What you will do —
This exercise needs all of the entries set down again, exactly as they read.
───
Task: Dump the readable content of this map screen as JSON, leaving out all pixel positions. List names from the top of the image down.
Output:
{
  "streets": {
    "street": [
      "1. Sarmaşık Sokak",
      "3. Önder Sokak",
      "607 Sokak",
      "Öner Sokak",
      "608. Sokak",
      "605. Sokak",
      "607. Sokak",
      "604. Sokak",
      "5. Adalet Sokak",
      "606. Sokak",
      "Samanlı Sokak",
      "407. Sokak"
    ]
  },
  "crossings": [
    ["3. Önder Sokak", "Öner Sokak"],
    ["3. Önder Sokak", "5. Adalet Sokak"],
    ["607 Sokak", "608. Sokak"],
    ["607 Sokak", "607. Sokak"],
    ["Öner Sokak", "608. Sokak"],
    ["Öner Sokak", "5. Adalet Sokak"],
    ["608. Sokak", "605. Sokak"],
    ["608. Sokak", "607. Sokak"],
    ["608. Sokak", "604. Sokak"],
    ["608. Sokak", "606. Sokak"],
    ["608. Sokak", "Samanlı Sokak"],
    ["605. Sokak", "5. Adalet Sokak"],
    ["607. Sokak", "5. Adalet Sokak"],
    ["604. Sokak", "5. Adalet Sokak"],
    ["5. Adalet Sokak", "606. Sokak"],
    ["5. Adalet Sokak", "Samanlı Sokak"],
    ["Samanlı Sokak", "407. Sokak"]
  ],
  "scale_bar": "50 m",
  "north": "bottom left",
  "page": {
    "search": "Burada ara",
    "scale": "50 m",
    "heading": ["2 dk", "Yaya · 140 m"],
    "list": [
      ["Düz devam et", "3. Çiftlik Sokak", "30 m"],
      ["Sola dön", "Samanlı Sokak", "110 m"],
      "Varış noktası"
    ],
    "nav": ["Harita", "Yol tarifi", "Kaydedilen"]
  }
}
───
Exercise output —
Task: Dump the readable content of this map screen as JSON, leaving out all pixel positions. List names from the top of the image down.
Output:
{
  "streets": {
    "street": [
      "1. Sarmaşık Sokak",
      "3. Önder Sokak",
      "607 Sokak",
      "Öner Sokak",
      "608. Sokak",
      "605. Sokak",
      "607. Sokak",
      "604. Sokak",
      "5. Adalet Sokak",
      "606. Sokak",
      "Samanlı Sokak",
      "407. Sokak"
    ]
  },
  "crossings": [
    ["3. Önder Sokak", "Öner Sokak"],
    ["3. Önder Sokak", "5. Adalet Sokak"],
    ["607 Sokak", "608. Sokak"],
    ["607 Sokak", "607. Sokak"],
    ["Öner Sokak", "608. Sokak"],
    ["Öner Sokak", "5. Adalet Sokak"],
    ["608. Sokak", "605. Sokak"],
    ["608. Sokak", "607. Sokak"],
    ["608. Sokak", "604. Sokak"],
    ["608. Sokak", "606. Sokak"],
    ["608. Sokak", "Samanlı Sokak"],
    ["605. Sokak", "5. Adalet Sokak"],
    ["607. Sokak", "5. Adalet Sokak"],
    ["604. Sokak", "5. Adalet Sokak"],
    ["5. Adalet Sokak", "606. Sokak"],
    ["5. Adalet Sokak", "Samanlı Sokak"],
    ["Samanlı Sokak", "407. Sokak"]
  ],
  "scale_bar": "50 m",
  "north": "bottom left",
  "page": {
    "search": "Burada ara",
    "scale": "50 m",
    "heading": ["2 dk", "Yaya · 140 m"],
    "list": [
      ["Düz devam et", "3. Çiftlik Sokak", "30 m"],
      ["Sola dön", "Samanlı Sokak", "110 m"],
      "Varış noktası"
    ],
    "nav": ["Harita", "Yol tarifi", "Kaydedilen"]
  }
}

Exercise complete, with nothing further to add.